Cleanroom or clean room is an environment, typically used in manufacturing, including of pharmaceutical products or scientific research, with a low level of environmental pollutants such as dust, airborne microbes, aerosol particles, and chemical vapors. More accurately, a cleanroom has a controlled level of contamination that is specified by the number of particles per cubic meter at a specified particle size. To give perspective, the ambient air outside in a typical urban environment contains 35,000,000 particles per cubic meter in the size range 0.5 μm and larger in diameter, corresponding to an ISO 9 cleanroom, while an ISO 1 cleanroom allows no particles in that size range and only 12 particles per cubic meter of 0.3 μm and smaller.

Injection molding

Injection molding is a manufacturing process for producing parts by injecting material into a mould. Injection molding can be performed with a host of materials, including metals, (for which the process is called die-casting), glasses, elastomers, confections, and most commonly thermoplastic and thermosetting polymers. Material for the part is fed into a heated barrel, mixed, and forced into a mould cavity, where it cools and hardens to the configuration of the cavity. After a product is designed, usually by an industrial designer or an engineer, moulds are made by a mould maker (or toolmaker) from metal, usually either steel or aluminum, and precision-machined to form the features of the desired part. Injection molding is widely used for manufacturing a variety of parts, from the smallest components to entire body panels of cars. Advances in 3D printing technology, using photopolymers, which do not melt during the injection molding of some lower temperature thermoplastics, can be used for some simple injection moulds.

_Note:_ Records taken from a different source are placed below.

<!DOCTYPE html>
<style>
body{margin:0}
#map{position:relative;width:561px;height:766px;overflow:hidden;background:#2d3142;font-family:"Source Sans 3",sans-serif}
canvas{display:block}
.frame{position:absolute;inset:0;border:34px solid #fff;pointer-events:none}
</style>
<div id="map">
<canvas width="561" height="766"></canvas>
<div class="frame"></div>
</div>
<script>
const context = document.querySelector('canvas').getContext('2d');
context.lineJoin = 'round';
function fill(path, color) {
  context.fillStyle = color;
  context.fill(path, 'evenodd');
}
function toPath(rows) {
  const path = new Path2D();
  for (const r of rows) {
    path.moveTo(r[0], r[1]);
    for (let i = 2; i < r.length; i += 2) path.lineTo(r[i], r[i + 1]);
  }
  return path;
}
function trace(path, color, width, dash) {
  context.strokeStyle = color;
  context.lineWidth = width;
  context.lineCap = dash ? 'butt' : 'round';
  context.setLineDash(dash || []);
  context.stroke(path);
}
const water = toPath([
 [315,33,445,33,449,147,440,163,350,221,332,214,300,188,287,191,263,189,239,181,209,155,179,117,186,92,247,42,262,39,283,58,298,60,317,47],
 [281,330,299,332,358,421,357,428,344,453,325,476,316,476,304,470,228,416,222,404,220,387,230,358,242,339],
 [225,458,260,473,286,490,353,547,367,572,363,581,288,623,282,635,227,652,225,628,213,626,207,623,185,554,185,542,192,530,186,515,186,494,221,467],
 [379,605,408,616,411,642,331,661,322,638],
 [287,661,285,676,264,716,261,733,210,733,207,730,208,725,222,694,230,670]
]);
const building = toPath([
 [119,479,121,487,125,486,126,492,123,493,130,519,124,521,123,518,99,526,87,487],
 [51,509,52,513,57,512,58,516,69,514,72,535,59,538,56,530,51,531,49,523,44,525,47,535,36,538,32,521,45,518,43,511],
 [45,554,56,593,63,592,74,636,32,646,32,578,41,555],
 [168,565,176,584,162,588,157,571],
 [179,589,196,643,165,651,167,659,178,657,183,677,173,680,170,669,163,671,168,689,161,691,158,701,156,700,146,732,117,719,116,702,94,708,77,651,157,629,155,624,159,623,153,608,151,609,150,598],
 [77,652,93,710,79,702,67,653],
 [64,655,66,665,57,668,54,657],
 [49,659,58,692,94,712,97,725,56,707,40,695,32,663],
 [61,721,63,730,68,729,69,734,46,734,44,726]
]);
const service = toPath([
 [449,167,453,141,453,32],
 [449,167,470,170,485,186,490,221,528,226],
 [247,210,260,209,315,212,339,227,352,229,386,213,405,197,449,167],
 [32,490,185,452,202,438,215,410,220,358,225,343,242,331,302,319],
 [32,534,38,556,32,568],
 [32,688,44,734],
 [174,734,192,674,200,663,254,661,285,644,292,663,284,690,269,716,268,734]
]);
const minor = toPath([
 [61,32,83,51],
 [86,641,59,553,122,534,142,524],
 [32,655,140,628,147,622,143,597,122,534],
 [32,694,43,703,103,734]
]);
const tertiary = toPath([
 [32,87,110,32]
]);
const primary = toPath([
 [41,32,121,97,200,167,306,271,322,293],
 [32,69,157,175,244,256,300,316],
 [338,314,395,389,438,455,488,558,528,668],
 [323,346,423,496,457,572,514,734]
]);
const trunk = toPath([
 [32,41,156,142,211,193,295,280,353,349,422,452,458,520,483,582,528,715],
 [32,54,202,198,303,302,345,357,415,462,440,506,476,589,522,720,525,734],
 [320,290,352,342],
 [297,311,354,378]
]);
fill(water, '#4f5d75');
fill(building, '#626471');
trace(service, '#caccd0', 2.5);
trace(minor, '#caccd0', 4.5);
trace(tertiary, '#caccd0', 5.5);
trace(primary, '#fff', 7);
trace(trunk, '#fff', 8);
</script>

Direct metal laser sintering (DMLS) is an additive manufacturing technique that uses a Yb (Ytterbium) fiber laser fired into a bed of powdered metal, aiming the laser automatically at points in space defined by a 3D model, melting or rather, welding the material together to create a solid structure. DMLS was developed by the EOS firm of Munich, Germany. A quality management system (QMS) is a collection of business processes focused on consistently meeting customer requirements and enhancing their satisfaction. It is expressed as the organizational structure, policies, procedures, processes and resources needed to implement quality management. Early systems emphasized predictable outcomes of an industrial product production line, using simple statistics and random sampling. By the 20th century, labour inputs were typically the most costly inputs in most industrialized societies, so focus shifted to team cooperation and dynamics, especially the early signaling of problems via a continuous improvement cycle. In the 21st century, QMS has tended to converge with sustainability and transparency initiatives, as both investor and customer satisfaction and perceived quality is increasingly tied to these factors. Of QMS regimes, the ISO 9000 family of standards is probably the most widely implemented worldwide.